▶ _YOUR OBJECTIVE_: Number of lines with the string "speed" in the entries below: report it, and nothing besides.

▶ _DATA IN THIS EXERCISE_:
----
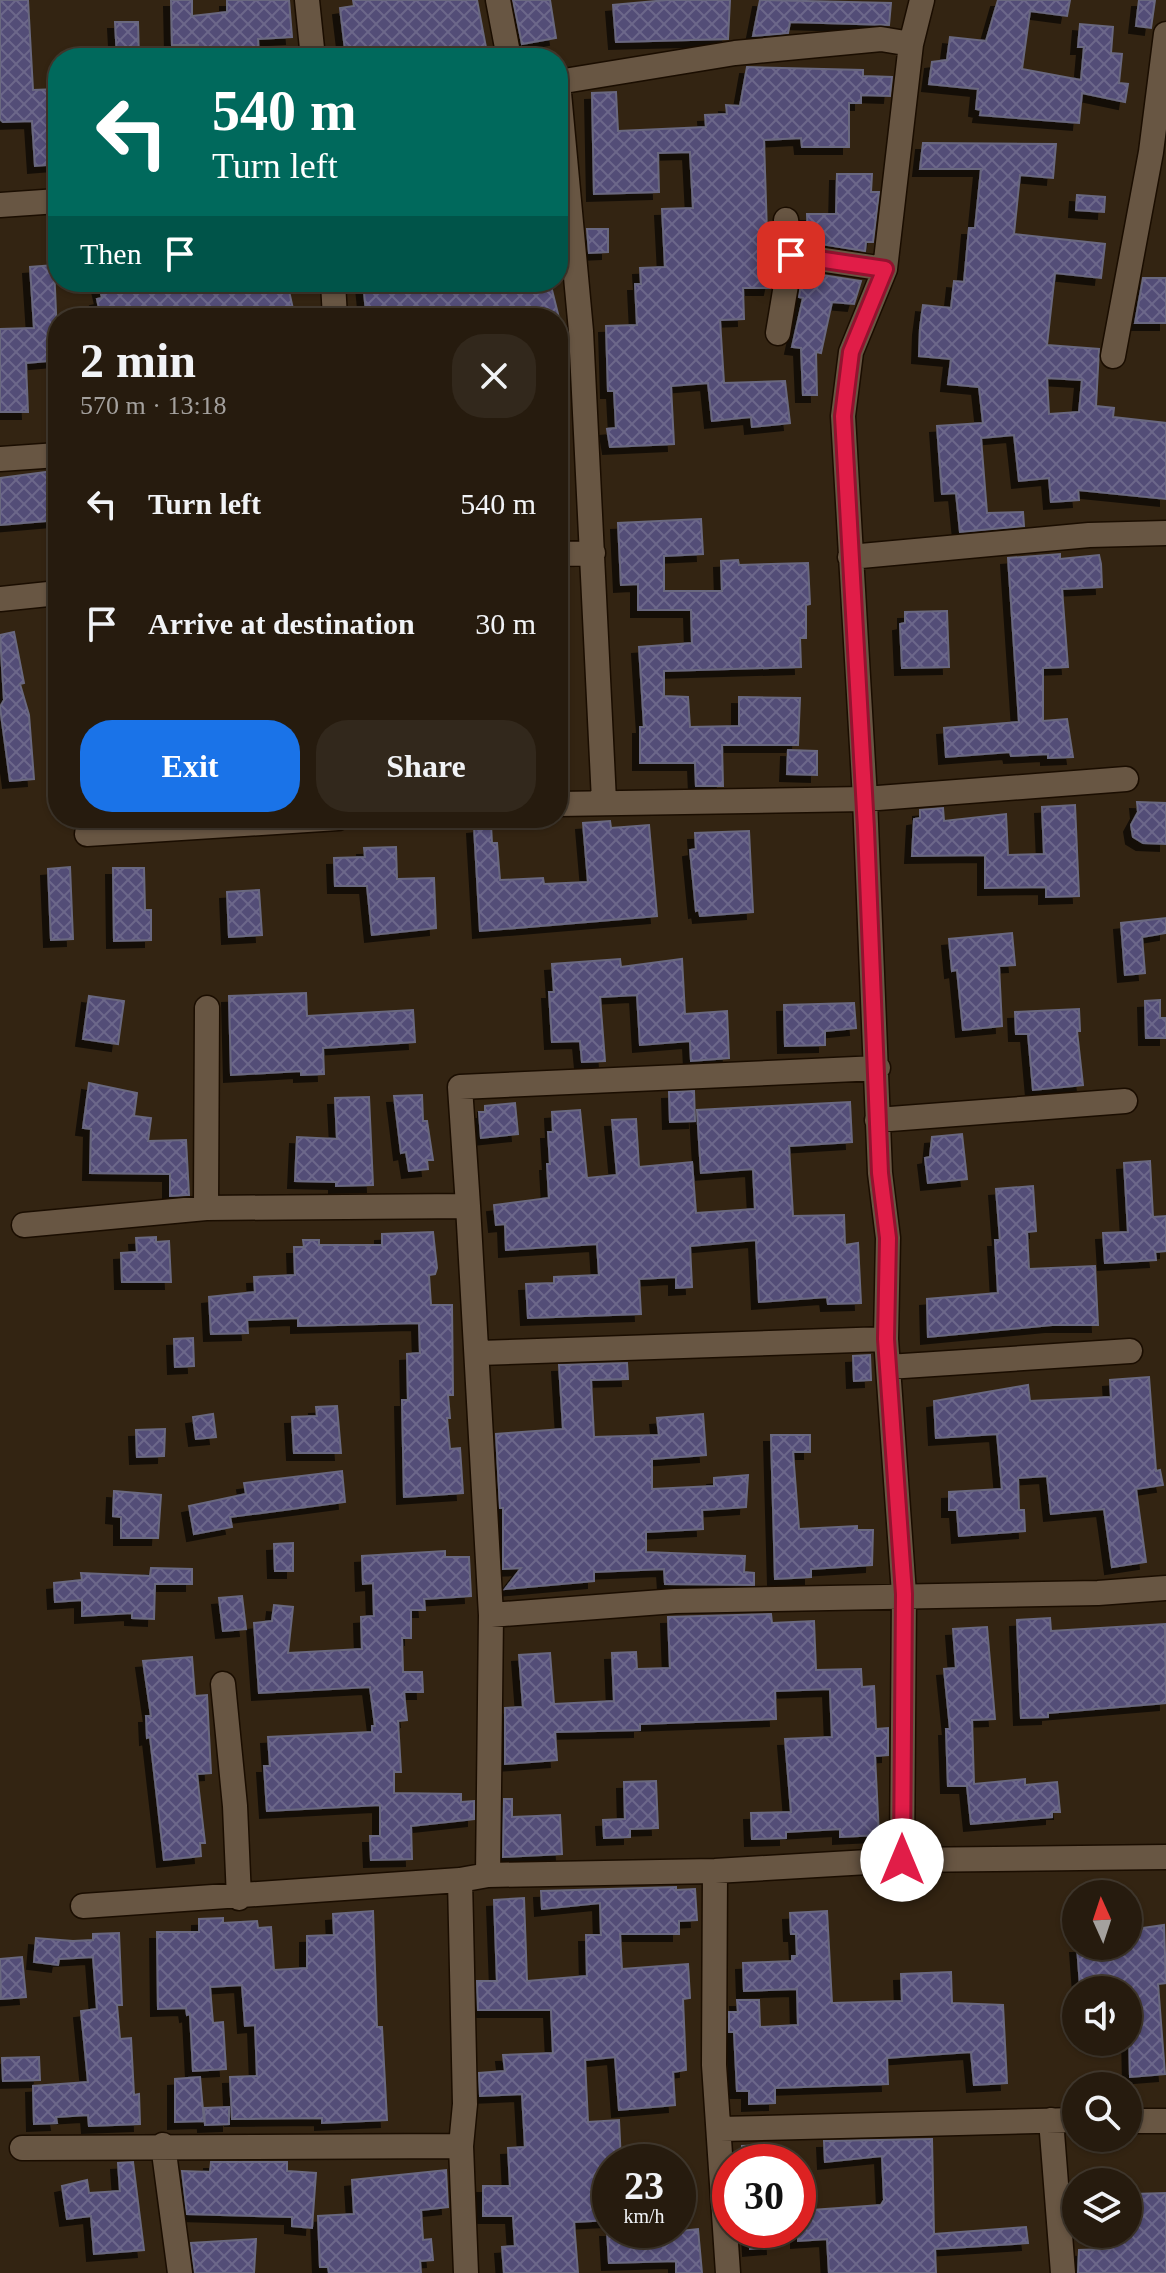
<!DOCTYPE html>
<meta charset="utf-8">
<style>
body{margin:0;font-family:"Times New Roman",serif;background:#32281c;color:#f1f3f6;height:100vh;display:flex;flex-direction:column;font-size:30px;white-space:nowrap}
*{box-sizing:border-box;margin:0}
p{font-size:26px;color:#a4a19e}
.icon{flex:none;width:44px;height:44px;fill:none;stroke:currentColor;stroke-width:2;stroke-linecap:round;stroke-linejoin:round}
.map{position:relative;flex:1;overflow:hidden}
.details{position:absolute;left:48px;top:308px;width:520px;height:520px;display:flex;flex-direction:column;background:#261b0e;border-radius:32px;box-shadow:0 2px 6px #0004,0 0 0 2px #42392e}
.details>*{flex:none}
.guide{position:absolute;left:48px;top:48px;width:520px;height:244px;border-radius:32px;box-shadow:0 2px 6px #0004,0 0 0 2px #42392e;background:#00695c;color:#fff;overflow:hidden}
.needle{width:52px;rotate:357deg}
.fabs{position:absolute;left:1062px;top:1880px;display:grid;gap:16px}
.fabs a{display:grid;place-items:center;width:80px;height:80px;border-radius:50%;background:#261b0e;box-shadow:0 2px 6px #0004,0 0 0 2px #42392e;font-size:40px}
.speed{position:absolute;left:592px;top:2144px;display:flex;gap:16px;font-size:40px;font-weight:700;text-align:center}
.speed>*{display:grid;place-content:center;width:104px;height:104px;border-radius:50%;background:#261b0e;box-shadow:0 2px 6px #0004,0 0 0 2px #42392e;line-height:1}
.speed small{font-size:20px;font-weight:400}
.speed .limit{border:12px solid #d22;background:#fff;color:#111}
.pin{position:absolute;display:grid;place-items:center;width:68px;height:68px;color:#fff;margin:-34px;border-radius:16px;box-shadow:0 4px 12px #0006}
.me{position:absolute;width:88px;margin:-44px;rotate:0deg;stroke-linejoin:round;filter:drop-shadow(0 0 6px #0008)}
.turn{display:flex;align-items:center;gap:28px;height:168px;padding:0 32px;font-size:36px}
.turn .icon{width:104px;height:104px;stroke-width:2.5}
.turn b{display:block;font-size:56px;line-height:68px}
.then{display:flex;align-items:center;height:76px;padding:0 32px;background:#0003;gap:16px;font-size:30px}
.round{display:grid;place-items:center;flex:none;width:84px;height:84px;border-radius:32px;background:#32281c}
.headline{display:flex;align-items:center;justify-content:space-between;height:136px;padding:0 32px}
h1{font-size:48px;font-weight:800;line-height:60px}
.cta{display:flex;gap:16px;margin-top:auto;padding:16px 32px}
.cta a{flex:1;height:92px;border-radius:32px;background:#1a73e8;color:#fff;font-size:32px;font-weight:800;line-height:92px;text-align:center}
.cta a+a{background:#32281c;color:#f1f3f6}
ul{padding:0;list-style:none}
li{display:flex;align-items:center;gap:24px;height:120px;padding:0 32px}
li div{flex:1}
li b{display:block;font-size:30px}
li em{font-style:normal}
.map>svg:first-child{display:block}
</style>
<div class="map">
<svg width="1166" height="2273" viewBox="0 0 1166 2273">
<defs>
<pattern id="building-cross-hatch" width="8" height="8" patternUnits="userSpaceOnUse" patternTransform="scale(2)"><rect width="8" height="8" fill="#534d77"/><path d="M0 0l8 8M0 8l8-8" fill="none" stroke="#6c678a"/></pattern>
<filter id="shadow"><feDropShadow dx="-7" dy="7" stdDeviation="0" flood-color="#0009"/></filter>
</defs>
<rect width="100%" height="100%" fill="#332412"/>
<!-- building -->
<path fill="url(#building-cross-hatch)" stroke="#69677f" stroke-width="2" fill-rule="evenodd" filter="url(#shadow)" d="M0,0H28L33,90L58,89V164L35,166L32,121L3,122L0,119Z
M171,0H192V16L227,12V0H289L292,37L258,39L259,58H199L198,45H172Z
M353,0H477L488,58H346L340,8L354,6Z
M513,0H550L556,38L522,44Z
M667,0H730L728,39L616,42L613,5Z
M760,0L891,3L889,25L790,22L788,33L753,36Z
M998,0H1070L1067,16L1030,11L1022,69L1081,80L1084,47H1078L1080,24L1113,27L1111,53L1122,54L1119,83L1128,84L1125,102L1082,93L1079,123L980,115L981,110L976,109L978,89L929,84L932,62L947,60L950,37L986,41Z
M1139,0H1155L1151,28L1136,26Z
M115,22H138L139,58H117Z
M747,67L863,70V76L892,77L890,96L861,95V103H849V147H802L801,138L764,140L768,264H771L772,279L770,288H743L744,319L720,320L724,383L785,381L790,423L752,427L751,417L712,421L708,383L671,386L674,444L610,447L607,429L616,428L614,391H608L606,326L637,325L635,284H641L640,268L665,267L662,209L693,208L690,152L658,153L659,192L594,194L592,93L616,92L618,131L706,127L705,115L727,114L726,105L740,106Z
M923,143L1056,144L1053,178L1020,175L1014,234L1105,244L1101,278L1055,273L1047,345L1099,349L1096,406L1114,408L1113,417L1166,423V499L1078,490L1079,500L1051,502L1049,478L1019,481L1014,435L981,438L987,513L1023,512L1024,526L960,532L956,493L942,494L937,426L983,423L979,387L948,384L951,359L919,356L920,328L923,305L951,308L954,281L964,282L969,228H975L981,169H920ZM1047,378L1082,380L1079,412L1049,414Z
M837,174H872L871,192H879L873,242H866L865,251L808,242L807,214H836Z
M1077,195L1105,197L1104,212L1076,210Z
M587,229H608V252L589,253Z
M54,265L58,360L26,363L28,412H0V329L34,328L30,267Z
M803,272L861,281L854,304L832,302L821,353L816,352L817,395H803L801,348L792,347L803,298L799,297Z
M1143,278H1166V323H1135Z
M113,282H287L295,318H101L97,299L102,298L99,285Z
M363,282H380L381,287L411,282H477V288L504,282H550L559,318H418L416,307L366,312Z
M54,471L57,520L0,525V478Z
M701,519L703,554L664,556V591H722L721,561L738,560L739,565L808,563L810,604L806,605V638H800L801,667L664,671V696L688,697L690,727L739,726V697L800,698L798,745H722L723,786H696L695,763H640V727H644L639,647L692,643L691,610H638V584L621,585L618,523Z
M1060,554V559L1099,555L1101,564L1102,587L1062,589L1068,667L1043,668V721L1067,719L1073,757L1048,758V754L1011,756L1010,752L946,757L944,728L1019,722L1008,558Z
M947,611L949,667L902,668L900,624L905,623V612Z
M14,632L24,683L20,684L29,715L34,779L10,781L0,707L4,700L0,635Z
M788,750L817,751V775L787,774Z
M1137,802L1166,803V844L1143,843L1133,837L1131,825L1138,812Z
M1075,805L1079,896L1046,897V887L985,888V855L912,856L914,819L920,818V810L943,808L944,821L1006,814L1008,855L1044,854L1042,807Z
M610,821L611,828L649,825L657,916L480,931L474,827L491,825L492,843H497L500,880L543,878L544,884L588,882L583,823Z
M749,831L753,912L700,916L699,910L696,911L690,850L696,849L695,833Z
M396,847L397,879L434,878L436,928L372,935L367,886H335L334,858L365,857L364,848Z
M70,867L73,939L51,940L48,869Z
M113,868H144L145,910H151V940L114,941Z
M259,890L262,935L229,937L227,892Z
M1166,918V933L1142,937L1145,973L1125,975L1121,923Z
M1012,933L1015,965L999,966L1002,1026L963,1030L957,970L952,971L949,939Z
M620,959L621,967L682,959L685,1014L727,1011L729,1058L691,1061L690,1041L640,1045L637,995L600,997L605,1061L582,1062L580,1041L552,1042L549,992H554L552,964Z
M306,993L307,1016L413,1010L415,1042L323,1048L324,1074L301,1075V1071L231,1075L229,996Z
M89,996L124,1001L118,1044L83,1039Z
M1160,1000V1018H1166V1038H1146L1145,1001Z
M854,1003L856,1028L825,1031V1045L785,1046L784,1005Z
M1079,1009L1080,1031H1077L1083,1085L1033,1090L1028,1034H1016L1015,1012Z
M89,1083L137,1093L134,1116L151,1118L148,1141L186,1140L189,1195L170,1196V1174L90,1173L91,1129L83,1128Z
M694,1091L695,1121L670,1122L669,1092Z
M422,1095L423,1121H427L433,1160H427L428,1169L409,1171L406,1152L401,1153L394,1096Z
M369,1097L373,1185L336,1186V1182L295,1181L297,1137L337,1139L335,1098Z
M850,1102L852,1142L789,1146L793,1216L844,1215L845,1245L858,1243L861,1303L828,1304L827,1297L759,1302L756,1240L690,1246L692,1287L676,1288V1277L639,1279L641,1314L528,1318L526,1284L554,1283V1277L599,1275L597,1244L506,1250L505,1224L496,1225L494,1205L549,1198L547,1164H550L548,1132H553L552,1112L580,1110L587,1178L617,1175L612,1120L636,1119L639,1167L692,1162L696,1213L755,1209L753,1169L701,1173L697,1110Z
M515,1103L518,1134L481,1138L479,1112H485V1106Z
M962,1134L967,1179L928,1183L925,1158L930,1157L932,1137Z
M1150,1161L1153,1217L1166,1216V1251L1155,1252L1156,1260L1105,1263L1103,1233L1128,1232L1124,1163Z
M1033,1186L1036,1231L1027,1232L1029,1269L1095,1266L1098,1325H1052L928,1337L927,1299L998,1293L995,1240H1000L996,1189Z
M433,1232L437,1268L435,1274L429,1275L431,1305H452L453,1395H448L450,1418H447L450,1449L460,1448L463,1493L404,1497L402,1400H408L407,1354L420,1353L419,1323L298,1326V1318L247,1320L248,1333L211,1334L209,1297L255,1292L254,1277L295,1275L294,1247H304L303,1240H319V1245H382V1234Z
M156,1237V1242L169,1241L171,1282H122L121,1253L137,1252L136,1238Z
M193,1338L194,1366L175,1367L174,1339Z
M870,1355L871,1380L854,1381L853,1356Z
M627,1363L628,1379L591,1380L594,1437L659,1435L657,1418L703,1414L706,1455L652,1459V1489L714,1486V1478L748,1475L746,1507L702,1510L703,1529L646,1532V1552L745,1556L744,1572L754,1573V1585L665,1584L664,1569L594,1572V1581L505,1589L521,1568L503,1569V1508H500L496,1434L563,1429L559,1365Z
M1149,1377L1156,1471L1160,1470L1163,1485L1136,1489L1146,1562L1112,1567L1104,1509L1051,1514L1047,1476L1018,1478L1019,1510H1024L1025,1531L959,1536L957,1510H949V1492L1002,1489L997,1434L936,1438L934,1401L1028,1385L1030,1401L1111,1397L1110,1380Z
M337,1406L341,1453H294L292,1417L317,1416L316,1407Z
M213,1414L216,1437L196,1439L193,1417Z
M165,1429L164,1456L137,1457L136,1430Z
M771,1435H810V1452H793L799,1529L857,1526V1530H873L872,1565L811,1569V1577L775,1579Z
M342,1471L345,1502L230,1517L232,1527L194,1534L189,1506L246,1494L244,1483Z
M114,1491L161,1495L158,1538H121V1517L113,1516Z
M293,1543V1571H275L274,1544Z
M445,1551V1557H469L471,1596L424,1599L425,1610H411V1638H402L403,1672H422L423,1692H404L407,1720L398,1721L401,1772H394V1793L461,1794V1802L474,1801V1819L411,1826L412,1859L371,1860L370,1836H380V1805L267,1811L264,1766H270L268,1737L372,1732V1726H375L370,1687L259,1693L254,1623L272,1621L274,1605L293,1607L288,1653L362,1649L361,1617L374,1616L373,1583L363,1584L362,1556Z
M151,1568L192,1569V1584H155L154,1619L132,1618V1613L82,1616V1600L55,1602L54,1583L82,1580L81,1573L150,1576Z
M242,1596L246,1629L223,1631L219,1598Z
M771,1614L772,1623L814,1621L816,1670L861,1669L862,1687L874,1686L876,1729L888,1728V1755L875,1756L879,1835L840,1837V1829L786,1832V1838L752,1839L751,1813L791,1812L785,1739L832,1737L830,1689L775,1691L776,1719L640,1724V1730L555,1732L557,1760L505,1764V1708L523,1707L519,1655L550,1653L554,1704L614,1701L612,1653L636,1652L637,1669L670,1668L668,1617Z
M1050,1618L1051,1631L1165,1624L1166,1703L1048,1713V1717L1021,1718L1017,1620Z
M987,1627L995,1719L972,1720L974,1784L1025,1779V1785L1057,1782L1060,1812H1052V1817L971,1824L967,1786H948L946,1729H950L944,1669L956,1668L953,1629Z
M192,1657L195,1696L207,1695L211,1773L197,1774L205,1843H200L201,1856L164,1860L150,1737L147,1738L146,1716H151L143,1661Z
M656,1781L658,1828L630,1829V1837L604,1838L603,1820L625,1819L624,1782Z
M504,1799H512V1817L560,1815L562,1854L503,1857Z
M676,1887V1890L695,1889L697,1920L679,1921V1934H620L622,1969L688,1964L690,1998L683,1999L686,2070L673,2072L675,2105L619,2110L615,2057L585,2060L588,2122L619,2120L621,2162H610V2220L574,2222L578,2273H504L502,2247L515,2246L513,2216H483V2186H510L508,2148L525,2147L522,2094L480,2096L479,2073L505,2071L503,2055L553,2053L551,2010H478L477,1981H497L494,1900L524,1898L527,1981L587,1976L586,1935H601L600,1903L542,1909L541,1891Z
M373,1911L377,2027H382L387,2120L322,2123V2118L232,2119L230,2077L257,2076L255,2025L245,2026L242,1985L210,1987L213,2023L223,2022L226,2069L193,2071L190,2014L187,2015L186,2008L158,2009L157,1932H199V1919L223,1918V1923L257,1921L258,1928L271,1927L274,1970L307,1968V1936L334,1935L333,1914Z
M827,1911L832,2003L902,2001L901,1974L951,1972L952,2003L1003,2005L1007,2083L974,2085L971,2052L927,2055L887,2058L888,2084L775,2088V2103L749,2104V2091H737L734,2032H729V2012H738L737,2000H759L760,2027L798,2025L797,1989L744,1991L743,1963L792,1961V1956H797L796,1934H791L790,1913Z
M1164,1925L1166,1983L1158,1984L1165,2074L1130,2077L1128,1987L1123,1988L1122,1984L1080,1986L1077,1946H1128V1930Z
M119,1933L122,2005H117L120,2039L131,2038L134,2095L139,2094L140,2124L89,2126L88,2115L56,2117L57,2123L34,2124L33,2086L88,2082L81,2011L97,2009L93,1957L59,1959L58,1965L34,1962L36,1938L73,1941L93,1940V1934Z
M22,1957L26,1997L1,1999L0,1959Z
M39,2057L40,2080L3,2081L2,2058Z
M200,2077L204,2121L175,2122V2079Z
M229,2107V2124L205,2125L204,2108Z
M932,2139L934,2234L1026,2227L1028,2243L935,2249L936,2273H829L827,2239L798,2241V2211L881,2205L884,2200L882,2156L825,2162L824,2141Z
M768,2145V2162H742V2146Z
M133,2162L144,2250L94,2254L91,2216L67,2219L62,2186L87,2180L89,2193L120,2191L118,2163Z
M211,2162H287V2171L316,2173L312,2228L292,2226V2217L187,2214L182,2171L210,2172Z
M446,2170L448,2207L421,2210L423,2240L431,2239L433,2260L420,2261L421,2273H329L328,2267H320L318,2216L354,2214L352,2180Z
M1166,2193V2273H1078L1079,2250L1108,2249V2235L1128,2234V2204H1134L1133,2194Z
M698,2229L702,2273H676V2261L609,2263L607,2230H642V2235Z
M749,2230H772L773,2247L750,2249Z
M256,2239L254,2273H195L191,2243Z"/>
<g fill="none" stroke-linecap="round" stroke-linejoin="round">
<!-- minor casing -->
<g stroke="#1a0d00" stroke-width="27">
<path id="minor" d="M307,0L313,58
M498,0L509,58
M558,82L581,331L604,801
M558,82L735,53L881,39L911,44
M0,205L58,201
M786,220L791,255L885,269
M333,282L335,318
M778,333L791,255
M1113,356L1151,152L1166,34
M0,459L58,455
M558,554L593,553
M850,557L1089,535L1166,533
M0,599L58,593
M558,804L865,799L1126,779
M87,834L338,818
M877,1120L1125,1101
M468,1206L460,1087L878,1068
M206,1208L207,1008
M24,1225L206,1208L468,1206L491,1615L488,1875
M479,1353L886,1339
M888,1367L1130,1351
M491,1615L675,1601L1098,1593L1166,1588
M223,1684L235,1806L239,1898
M902,1860L904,1594L886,1339L888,1238L880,1173L865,799L843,416L851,352L885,269L911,44L922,0
M715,1871L714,2065L728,2273
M460,1880L465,2104L461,2146L466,2273
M83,1906L460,1880L488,1875L715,1871L902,1860L1166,1857
M1051,2120L1063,2273
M1128,2121H1166
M720,2129L1076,2120
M163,2145L180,2273
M22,2148L461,2146"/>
</g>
<!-- minor -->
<use href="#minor" stroke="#685643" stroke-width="24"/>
</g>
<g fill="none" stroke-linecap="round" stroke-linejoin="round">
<!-- route casing -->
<g stroke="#92132f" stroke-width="20">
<path id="route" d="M791,255L885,269L851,352L843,416L866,829L880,1173L888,1238L886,1339L904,1594L902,1860"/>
</g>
<!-- route -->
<use href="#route" stroke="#e11d48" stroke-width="14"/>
</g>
</svg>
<div class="fabs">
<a><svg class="needle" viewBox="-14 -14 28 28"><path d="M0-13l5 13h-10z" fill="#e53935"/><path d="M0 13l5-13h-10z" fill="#a4a19e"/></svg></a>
<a><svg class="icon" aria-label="sound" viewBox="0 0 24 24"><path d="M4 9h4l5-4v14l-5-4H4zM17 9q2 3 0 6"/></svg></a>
<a><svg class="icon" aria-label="search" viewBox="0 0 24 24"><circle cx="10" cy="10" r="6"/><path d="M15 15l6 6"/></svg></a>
<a><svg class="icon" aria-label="layers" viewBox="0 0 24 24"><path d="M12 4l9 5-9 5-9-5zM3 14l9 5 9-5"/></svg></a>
</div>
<div class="speed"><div>23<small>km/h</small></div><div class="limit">30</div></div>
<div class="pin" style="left:791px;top:255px;background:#d93025"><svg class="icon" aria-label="arrive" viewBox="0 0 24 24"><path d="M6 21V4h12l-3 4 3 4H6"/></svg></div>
<svg class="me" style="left:902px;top:1860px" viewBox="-20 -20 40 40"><circle r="19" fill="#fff"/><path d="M0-13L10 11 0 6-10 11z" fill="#e11d48"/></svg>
<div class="guide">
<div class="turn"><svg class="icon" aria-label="left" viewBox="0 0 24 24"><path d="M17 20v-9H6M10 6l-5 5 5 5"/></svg><div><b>540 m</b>Turn left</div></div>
<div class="then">Then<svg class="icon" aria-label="arrive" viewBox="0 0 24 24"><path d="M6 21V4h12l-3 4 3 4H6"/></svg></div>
</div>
<section class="details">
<div class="headline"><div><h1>2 min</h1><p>570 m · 13:18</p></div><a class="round"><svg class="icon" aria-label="close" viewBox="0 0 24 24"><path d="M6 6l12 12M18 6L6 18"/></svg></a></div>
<ul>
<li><svg class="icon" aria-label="left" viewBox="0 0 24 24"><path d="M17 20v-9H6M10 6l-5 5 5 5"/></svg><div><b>Turn left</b></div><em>540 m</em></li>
<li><svg class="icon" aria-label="arrive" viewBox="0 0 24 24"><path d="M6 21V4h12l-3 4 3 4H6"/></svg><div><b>Arrive at destination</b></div><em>30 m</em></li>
</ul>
<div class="cta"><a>Exit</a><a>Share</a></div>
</section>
</div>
----
▶ _OUTPUT FOR THIS EXERCISE_: 5